> _Problem statement_:
The expected answer holds every line from the first line of the data below through the line containing "position:absolute; translate:-50% -85px;", exactly as written, and no other line.

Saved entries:
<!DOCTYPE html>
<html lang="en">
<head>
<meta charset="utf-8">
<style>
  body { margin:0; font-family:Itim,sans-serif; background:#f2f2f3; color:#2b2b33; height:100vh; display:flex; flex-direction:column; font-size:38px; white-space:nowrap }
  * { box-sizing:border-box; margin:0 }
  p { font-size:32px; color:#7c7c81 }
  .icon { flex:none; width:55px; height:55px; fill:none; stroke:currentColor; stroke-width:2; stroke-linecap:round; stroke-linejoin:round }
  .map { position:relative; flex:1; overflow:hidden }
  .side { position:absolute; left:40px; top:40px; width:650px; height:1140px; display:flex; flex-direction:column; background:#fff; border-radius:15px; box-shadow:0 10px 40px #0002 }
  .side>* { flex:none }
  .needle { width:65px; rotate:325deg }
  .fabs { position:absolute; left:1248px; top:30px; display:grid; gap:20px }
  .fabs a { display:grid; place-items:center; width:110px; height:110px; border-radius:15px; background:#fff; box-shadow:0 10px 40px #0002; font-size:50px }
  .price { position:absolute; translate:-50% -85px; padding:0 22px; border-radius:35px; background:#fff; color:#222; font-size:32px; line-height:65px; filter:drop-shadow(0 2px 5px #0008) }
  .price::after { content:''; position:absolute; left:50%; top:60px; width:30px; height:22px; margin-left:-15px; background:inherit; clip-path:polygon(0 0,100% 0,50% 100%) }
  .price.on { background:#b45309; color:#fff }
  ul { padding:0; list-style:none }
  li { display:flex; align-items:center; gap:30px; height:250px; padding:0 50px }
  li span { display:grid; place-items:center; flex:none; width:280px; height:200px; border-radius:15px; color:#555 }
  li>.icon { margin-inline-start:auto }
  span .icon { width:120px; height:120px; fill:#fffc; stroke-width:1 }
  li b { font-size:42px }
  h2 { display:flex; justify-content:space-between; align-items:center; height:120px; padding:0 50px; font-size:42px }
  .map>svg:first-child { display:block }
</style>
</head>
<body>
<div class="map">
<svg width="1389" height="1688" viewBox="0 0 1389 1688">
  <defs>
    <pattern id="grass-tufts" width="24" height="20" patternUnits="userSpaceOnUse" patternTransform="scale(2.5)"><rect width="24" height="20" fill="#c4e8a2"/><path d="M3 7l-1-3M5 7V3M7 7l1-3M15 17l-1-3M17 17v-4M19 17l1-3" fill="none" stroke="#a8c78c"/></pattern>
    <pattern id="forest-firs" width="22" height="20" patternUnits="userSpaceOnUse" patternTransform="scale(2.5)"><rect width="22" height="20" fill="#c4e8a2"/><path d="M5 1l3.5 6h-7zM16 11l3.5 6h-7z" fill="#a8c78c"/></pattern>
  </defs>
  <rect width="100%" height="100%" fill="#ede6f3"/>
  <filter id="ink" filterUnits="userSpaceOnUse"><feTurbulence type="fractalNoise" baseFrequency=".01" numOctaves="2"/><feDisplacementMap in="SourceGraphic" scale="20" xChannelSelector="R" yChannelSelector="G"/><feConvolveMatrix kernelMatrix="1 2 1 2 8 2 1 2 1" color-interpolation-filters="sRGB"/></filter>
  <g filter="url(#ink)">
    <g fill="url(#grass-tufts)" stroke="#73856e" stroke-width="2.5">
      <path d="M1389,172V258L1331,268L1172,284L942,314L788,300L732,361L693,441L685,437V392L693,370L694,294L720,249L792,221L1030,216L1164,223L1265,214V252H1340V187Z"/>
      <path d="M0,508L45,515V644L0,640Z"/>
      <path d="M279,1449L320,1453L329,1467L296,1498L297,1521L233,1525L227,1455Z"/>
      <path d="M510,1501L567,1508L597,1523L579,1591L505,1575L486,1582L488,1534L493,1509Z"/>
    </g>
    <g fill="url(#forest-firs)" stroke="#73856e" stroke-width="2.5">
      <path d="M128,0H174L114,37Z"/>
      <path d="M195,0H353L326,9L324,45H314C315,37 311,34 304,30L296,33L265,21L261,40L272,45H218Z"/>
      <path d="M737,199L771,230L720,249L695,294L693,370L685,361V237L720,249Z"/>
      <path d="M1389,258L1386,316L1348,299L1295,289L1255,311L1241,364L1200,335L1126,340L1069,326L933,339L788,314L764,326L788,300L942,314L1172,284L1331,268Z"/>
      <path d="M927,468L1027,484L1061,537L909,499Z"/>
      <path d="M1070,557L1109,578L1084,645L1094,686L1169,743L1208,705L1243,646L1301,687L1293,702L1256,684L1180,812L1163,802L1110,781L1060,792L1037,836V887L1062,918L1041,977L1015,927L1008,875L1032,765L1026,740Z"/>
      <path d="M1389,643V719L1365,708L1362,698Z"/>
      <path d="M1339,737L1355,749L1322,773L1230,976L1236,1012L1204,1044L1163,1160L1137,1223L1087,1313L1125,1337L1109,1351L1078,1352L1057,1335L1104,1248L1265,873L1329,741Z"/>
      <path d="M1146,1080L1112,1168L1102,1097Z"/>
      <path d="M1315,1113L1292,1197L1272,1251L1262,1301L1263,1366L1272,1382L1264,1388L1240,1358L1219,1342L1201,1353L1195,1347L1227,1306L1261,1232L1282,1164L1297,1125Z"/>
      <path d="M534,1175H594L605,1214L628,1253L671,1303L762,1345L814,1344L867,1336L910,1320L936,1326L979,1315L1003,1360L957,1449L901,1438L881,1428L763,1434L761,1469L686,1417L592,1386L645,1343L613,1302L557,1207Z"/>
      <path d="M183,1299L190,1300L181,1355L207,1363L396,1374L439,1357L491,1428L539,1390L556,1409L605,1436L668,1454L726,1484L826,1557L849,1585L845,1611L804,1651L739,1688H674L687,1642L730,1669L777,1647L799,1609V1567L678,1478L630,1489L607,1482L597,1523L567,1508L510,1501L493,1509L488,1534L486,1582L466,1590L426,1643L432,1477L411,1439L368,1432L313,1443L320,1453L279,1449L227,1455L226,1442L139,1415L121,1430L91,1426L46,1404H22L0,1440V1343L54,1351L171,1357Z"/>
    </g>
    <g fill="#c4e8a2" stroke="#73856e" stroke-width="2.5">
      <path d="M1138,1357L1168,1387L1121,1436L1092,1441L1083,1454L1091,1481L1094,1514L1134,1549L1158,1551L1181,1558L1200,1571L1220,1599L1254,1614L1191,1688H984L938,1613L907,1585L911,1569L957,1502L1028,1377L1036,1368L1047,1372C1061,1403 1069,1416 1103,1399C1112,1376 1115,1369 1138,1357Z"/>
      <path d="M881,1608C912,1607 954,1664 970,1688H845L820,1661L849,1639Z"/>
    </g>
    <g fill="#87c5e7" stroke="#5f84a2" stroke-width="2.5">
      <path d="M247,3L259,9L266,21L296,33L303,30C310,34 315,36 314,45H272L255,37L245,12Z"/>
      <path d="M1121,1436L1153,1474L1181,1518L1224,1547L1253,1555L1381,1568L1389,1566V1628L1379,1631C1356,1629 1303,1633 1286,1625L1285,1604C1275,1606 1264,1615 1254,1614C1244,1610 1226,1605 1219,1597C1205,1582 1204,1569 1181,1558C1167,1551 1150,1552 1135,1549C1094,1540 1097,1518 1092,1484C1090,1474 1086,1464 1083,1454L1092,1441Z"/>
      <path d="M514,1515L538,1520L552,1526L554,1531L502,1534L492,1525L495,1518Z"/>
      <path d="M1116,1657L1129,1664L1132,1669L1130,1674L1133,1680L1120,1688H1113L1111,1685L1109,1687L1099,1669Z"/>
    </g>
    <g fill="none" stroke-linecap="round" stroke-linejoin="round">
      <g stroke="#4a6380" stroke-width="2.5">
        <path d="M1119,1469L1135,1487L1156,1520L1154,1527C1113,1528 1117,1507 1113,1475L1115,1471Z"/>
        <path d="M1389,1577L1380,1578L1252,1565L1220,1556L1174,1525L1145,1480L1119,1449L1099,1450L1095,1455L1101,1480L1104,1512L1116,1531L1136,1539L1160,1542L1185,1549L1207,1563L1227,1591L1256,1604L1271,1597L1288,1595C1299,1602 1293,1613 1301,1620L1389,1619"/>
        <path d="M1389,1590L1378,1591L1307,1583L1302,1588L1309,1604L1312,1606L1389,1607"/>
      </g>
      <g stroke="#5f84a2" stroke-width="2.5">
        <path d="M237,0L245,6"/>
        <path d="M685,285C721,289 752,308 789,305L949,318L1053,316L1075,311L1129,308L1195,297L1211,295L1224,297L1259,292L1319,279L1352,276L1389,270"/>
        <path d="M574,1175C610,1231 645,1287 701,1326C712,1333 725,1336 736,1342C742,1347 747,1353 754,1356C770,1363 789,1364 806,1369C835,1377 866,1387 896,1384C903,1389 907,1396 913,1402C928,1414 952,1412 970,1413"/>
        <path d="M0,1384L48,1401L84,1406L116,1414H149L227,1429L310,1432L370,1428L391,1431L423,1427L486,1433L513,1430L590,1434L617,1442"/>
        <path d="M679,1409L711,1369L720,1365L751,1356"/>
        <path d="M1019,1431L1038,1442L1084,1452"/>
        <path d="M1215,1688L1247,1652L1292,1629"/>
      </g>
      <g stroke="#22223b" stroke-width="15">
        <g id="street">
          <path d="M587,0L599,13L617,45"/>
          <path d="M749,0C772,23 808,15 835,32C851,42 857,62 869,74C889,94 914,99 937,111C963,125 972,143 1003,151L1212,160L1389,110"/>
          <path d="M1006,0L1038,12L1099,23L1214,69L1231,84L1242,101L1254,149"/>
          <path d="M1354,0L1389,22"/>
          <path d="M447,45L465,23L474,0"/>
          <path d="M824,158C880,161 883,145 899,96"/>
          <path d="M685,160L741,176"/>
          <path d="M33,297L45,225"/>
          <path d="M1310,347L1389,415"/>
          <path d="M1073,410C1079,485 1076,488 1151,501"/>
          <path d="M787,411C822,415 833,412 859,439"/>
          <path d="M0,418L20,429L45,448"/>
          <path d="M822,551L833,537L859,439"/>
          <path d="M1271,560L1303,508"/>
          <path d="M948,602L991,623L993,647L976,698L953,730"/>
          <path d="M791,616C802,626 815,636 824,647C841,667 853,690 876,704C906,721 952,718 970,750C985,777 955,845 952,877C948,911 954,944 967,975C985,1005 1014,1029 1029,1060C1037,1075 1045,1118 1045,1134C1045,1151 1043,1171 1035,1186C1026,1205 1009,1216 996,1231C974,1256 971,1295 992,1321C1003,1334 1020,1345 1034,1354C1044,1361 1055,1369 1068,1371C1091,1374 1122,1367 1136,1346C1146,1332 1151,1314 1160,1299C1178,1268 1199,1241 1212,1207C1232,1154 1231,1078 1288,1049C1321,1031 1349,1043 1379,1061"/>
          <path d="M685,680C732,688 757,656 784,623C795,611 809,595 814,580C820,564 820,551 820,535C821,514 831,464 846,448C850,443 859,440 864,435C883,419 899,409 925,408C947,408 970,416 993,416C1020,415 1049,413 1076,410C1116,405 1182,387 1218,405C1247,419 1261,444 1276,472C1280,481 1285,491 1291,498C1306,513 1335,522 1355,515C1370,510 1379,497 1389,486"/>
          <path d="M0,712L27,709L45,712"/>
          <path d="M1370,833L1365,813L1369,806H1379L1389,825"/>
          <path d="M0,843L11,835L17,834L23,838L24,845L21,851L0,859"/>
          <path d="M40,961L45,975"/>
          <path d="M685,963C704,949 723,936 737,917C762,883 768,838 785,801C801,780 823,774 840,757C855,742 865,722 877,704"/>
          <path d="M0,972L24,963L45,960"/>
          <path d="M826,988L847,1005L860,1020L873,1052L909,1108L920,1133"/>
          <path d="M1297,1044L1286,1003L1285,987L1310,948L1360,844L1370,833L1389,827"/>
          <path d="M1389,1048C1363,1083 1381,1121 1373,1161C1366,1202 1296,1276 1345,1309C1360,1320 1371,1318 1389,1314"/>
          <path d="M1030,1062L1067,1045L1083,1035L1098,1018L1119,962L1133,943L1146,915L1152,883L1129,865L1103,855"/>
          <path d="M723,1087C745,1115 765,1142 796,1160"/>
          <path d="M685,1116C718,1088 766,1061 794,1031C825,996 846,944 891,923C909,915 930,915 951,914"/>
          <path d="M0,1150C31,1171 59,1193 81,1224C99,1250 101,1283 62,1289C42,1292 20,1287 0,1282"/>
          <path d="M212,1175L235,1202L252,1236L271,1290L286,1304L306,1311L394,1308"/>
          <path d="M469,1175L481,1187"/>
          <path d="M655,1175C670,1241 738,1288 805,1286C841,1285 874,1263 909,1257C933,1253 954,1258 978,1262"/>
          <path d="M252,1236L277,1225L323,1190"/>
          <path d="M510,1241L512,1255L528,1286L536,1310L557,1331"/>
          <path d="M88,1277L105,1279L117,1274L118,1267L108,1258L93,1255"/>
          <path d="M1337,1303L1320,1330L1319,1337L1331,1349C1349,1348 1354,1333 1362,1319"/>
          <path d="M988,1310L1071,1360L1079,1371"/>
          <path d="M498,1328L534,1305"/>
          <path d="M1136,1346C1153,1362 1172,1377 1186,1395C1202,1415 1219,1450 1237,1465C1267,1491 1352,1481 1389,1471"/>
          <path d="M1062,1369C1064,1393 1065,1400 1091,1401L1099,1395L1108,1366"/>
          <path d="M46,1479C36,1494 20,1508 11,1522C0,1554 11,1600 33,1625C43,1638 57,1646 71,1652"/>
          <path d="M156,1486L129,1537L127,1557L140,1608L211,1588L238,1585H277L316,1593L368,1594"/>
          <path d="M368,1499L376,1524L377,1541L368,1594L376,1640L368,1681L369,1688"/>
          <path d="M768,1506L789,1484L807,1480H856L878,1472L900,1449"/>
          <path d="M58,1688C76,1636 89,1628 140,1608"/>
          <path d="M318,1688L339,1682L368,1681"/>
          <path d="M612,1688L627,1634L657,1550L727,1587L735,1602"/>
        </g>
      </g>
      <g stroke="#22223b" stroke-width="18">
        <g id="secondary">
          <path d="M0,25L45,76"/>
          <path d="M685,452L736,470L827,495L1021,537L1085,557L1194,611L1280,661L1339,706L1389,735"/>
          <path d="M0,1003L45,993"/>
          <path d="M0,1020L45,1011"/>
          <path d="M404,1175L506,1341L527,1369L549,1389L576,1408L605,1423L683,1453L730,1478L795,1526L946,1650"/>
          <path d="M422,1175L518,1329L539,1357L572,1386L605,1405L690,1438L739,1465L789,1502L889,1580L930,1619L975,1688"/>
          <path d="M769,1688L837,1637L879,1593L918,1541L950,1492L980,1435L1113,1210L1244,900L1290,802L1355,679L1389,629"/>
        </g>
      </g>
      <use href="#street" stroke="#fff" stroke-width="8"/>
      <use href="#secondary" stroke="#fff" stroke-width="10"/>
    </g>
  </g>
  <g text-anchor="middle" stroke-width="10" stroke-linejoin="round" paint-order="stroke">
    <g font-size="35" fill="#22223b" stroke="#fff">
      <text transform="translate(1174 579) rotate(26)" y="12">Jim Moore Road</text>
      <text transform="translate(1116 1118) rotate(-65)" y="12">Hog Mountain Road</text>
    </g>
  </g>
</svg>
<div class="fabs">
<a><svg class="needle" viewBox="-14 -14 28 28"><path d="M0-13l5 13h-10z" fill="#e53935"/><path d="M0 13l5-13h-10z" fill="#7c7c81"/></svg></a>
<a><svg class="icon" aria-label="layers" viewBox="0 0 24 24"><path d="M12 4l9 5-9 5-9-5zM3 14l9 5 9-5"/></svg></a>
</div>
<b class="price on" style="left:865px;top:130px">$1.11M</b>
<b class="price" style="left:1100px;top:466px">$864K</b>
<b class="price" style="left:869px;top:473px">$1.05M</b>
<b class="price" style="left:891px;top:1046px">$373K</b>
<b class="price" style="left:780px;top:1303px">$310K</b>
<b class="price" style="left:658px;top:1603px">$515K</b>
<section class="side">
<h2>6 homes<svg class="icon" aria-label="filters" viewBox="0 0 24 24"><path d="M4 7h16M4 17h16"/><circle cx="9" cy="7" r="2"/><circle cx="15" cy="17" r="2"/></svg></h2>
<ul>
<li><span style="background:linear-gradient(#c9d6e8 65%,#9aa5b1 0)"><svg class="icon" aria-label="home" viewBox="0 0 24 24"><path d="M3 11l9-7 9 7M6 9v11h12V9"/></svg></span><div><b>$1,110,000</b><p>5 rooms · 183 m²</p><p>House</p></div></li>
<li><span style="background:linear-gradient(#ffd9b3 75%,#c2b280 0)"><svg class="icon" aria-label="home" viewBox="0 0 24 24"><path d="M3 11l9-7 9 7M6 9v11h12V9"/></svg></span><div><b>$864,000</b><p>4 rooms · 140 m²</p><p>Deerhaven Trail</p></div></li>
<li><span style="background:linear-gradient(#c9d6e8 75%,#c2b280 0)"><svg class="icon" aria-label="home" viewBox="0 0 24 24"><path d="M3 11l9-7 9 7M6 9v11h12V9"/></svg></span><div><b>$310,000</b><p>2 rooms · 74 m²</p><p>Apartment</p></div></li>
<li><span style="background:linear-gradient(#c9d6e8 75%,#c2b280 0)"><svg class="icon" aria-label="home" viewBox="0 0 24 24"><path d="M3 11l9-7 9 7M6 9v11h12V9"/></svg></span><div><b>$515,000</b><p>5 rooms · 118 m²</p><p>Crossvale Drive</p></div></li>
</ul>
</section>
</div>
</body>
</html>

> _Finished task_:
<!DOCTYPE html>
<html lang="en">
<head>
<meta charset="utf-8">
<style>
  body { margin:0; font-family:Itim,sans-serif; background:#f2f2f3; color:#2b2b33; height:100vh; display:flex; flex-direction:column; font-size:38px; white-space:nowrap }
  * { box-sizing:border-box; margin:0 }
  p { font-size:32px; color:#7c7c81 }
  .icon { flex:none; width:55px; height:55px; fill:none; stroke:currentColor; stroke-width:2; stroke-linecap:round; stroke-linejoin:round }
  .map { position:relative; flex:1; overflow:hidden }
  .side { position:absolute; left:40px; top:40px; width:650px; height:1140px; display:flex; flex-direction:column; background:#fff; border-radius:15px; box-shadow:0 10px 40px #0002 }
  .side>* { flex:none }
  .needle { width:65px; rotate:325deg }
  .fabs { position:absolute; left:1248px; top:30px; display:grid; gap:20px }
  .fabs a { display:grid; place-items:center; width:110px; height:110px; border-radius:15px; background:#fff; box-shadow:0 10px 40px #0002; font-size:50px }
  .price { position:absolute; translate:-50% -85px; padding:0 22px; border-radius:35px; background:#fff; color:#222; font-size:32px; line-height:65px; filter:drop-shadow(0 2px 5px #0008) }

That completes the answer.